It is hard to get excited after looking at Image Scan Holdings' (LON:IGE) recent performance, when its stock has declined 26% over the past three months. However, stock prices are usually driven by a company’s financials over the long term, which in this case look pretty respectable. In this article, we decided to focus on Image Scan Holdings' ROE.

Return on Equity or ROE is a test of how effectively a company is growing its value and managing investors’ money. Simply put, it is used to assess the profitability of a company in relation to its equity capital.

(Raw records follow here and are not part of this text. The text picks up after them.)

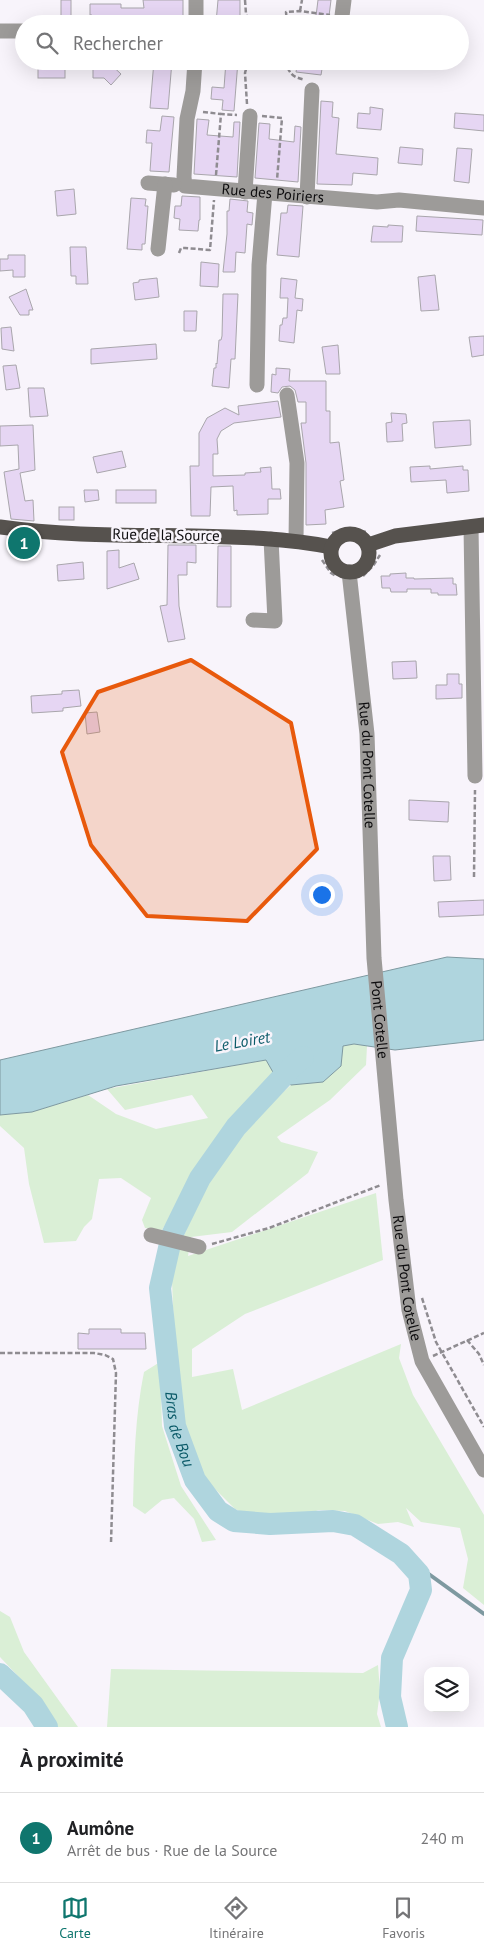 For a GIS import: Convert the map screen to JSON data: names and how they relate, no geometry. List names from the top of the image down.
{
  "streets": {
    "main road": ["Rue de la Source"],
    "street": ["Rue des Poiriers", "Rue du Pont Cotelle", "Pont Cotelle"]
  },
  "crossings": [
    ["Rue de la Source", "Rue du Pont Cotelle"],
    ["Rue du Pont Cotelle", "Pont Cotelle"]
  ],
  "water": ["Le Loiret", "Bras de Bou"],
  "page": {
    "search": "Rechercher",
    "pins": "1",
    "heading": "À proximité",
    "list": [
      {
        "mark": "1",
        "name": "Aumône",
        "note": "Arrêt de bus · Rue de la Source",
        "value": "240 m"
      }
    ],
    "nav": ["Carte", "Itinéraire", "Favoris"]
  }
} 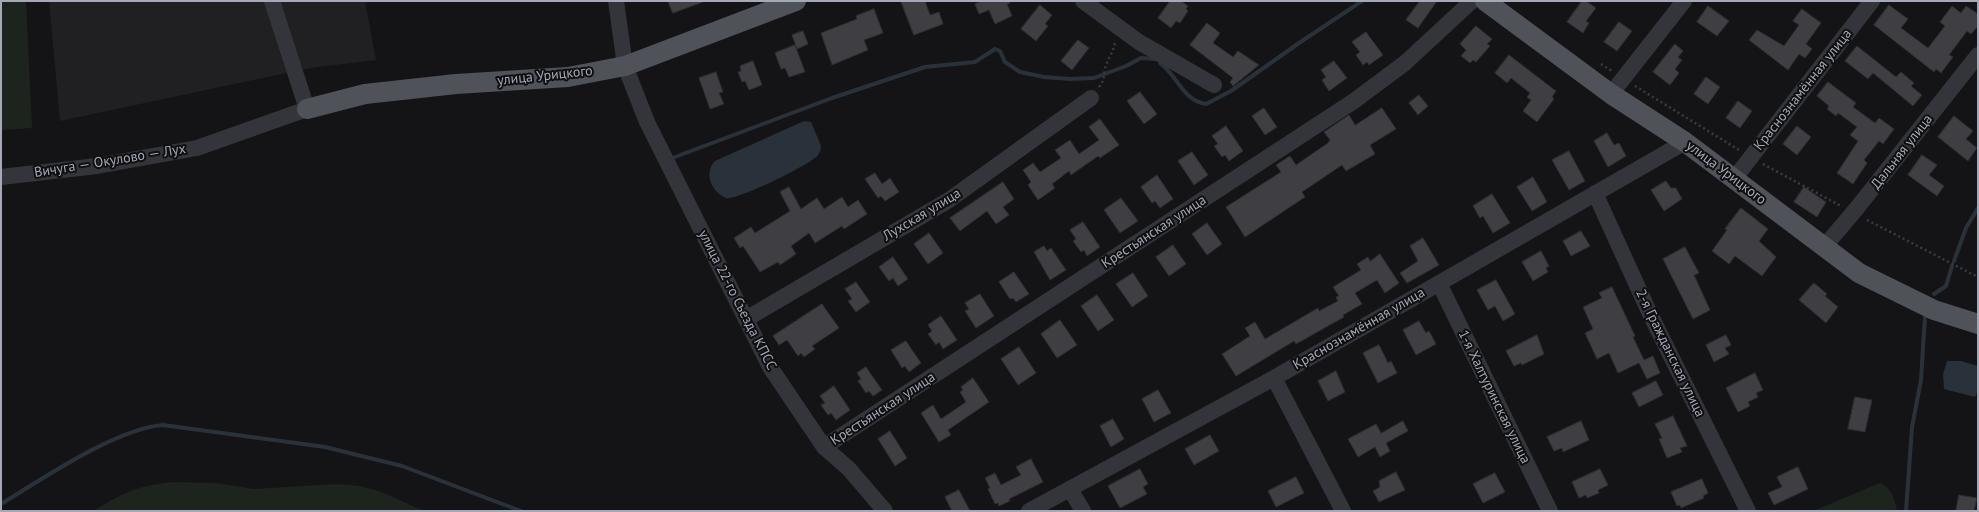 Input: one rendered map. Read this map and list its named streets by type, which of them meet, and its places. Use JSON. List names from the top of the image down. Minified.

Check out our latest analysis for Image Scan Holdings

How Do You Calculate Return On Equity?

The formula for ROE is:

Return on Equity = Net Profit (from continuing operations) ÷ Shareholders' Equity

So, based on the above formula, the ROE for Image Scan Holdings is:

8.2% = UK£124k ÷ UK£1.5m (Based on the trailing twelve months to September 2023).

The 'return' is the profit over the last twelve months. So, this means that for every £1 of its shareholder's investments, the company generates a profit of £0.08.

What Is The Relationship Between ROE And Earnings Growth?

Thus far, we have learned that ROE measures how efficiently a company is generating its profits. Depending on how much of these profits the company reinvests or "retains", and how effectively it does so, we are then able to assess a company’s earnings growth potential. Generally speaking, other things being equal, firms with a high return on equity and profit retention, have a higher growth rate than firms that don’t share these attributes.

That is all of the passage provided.